— Мой Петр в твоем возрасте, — сказал дед, — и читал запоем, и марки собирал, и планеры строил. Летчиком все мечтал стать. И знаю, стал бы, кабы не война. Волосы у него, как у тебя, были, такие же пшеничные. И ведь подумать: всего на шесть лет старше тебя был, когда успел до помощника командира взвода дослужиться, за нашу советскую родину повоевать и погибнуть. А ты? Сколько вот ты за лето книжек прочел? Небось ни в одну и не заглядывал?
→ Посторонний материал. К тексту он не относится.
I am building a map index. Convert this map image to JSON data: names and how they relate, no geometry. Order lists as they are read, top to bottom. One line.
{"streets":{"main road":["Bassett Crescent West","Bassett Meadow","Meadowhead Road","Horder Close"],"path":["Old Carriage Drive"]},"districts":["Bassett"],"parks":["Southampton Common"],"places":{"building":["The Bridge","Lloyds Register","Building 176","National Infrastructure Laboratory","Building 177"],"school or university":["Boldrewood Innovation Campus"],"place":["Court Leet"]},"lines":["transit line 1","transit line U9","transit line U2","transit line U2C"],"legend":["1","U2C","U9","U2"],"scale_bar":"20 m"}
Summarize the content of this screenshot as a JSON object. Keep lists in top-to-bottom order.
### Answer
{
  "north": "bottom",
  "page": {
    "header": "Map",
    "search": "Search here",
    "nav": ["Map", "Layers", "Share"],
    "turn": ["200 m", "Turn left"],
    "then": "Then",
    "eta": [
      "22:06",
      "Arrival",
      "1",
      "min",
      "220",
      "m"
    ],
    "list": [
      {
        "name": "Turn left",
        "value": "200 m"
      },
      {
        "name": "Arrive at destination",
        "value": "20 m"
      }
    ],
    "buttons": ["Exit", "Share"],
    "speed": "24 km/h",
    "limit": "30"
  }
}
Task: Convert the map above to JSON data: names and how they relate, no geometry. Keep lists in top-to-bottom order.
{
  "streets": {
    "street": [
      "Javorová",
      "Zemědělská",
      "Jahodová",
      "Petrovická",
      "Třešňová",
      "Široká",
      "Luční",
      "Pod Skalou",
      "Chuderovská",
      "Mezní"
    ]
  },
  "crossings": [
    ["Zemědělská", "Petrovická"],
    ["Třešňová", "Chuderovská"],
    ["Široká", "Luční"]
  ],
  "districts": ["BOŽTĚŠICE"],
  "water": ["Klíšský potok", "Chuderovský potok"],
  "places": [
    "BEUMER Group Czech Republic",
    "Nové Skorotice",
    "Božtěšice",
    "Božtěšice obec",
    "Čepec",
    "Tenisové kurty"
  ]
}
— Я сейчас «Три мушкетера» читаю, — просопел Сашок. — Уже до сто сорок восьмой страницы дочитал.

— Эко! — возмутился дед Яков, откладывая напильник. — Не про тех ты, Александр Киселев, читаешь. Мушкетеры! Да эта петушиная королевская гвардия лишь на дуэлях за красивые дамские глазки умела царапаться. А настоящего боя твои мушкетеры никогда и не нюхали. Ты о римских легионерах что-нибудь читал? Или о спартанцах? Вот те действительно умели воевать. Знаешь, как римляне определяли, героем легионер пал или трусом? По ране. Если рана в грудь — герой, смерть лицом принял. И у русских воинов так издревле велось. Русские еще после побоища по колчанам смотрели. Коли колчан у погибшего пустой, — значит, герой, бился до последней стрелы. У нас на фронте тоже бывало. Хороним после боя — у иного из подсумка одна обойма взята, та, что в винтовке. А у другого — пусто. До последнего патрона, выходит, человек дрался.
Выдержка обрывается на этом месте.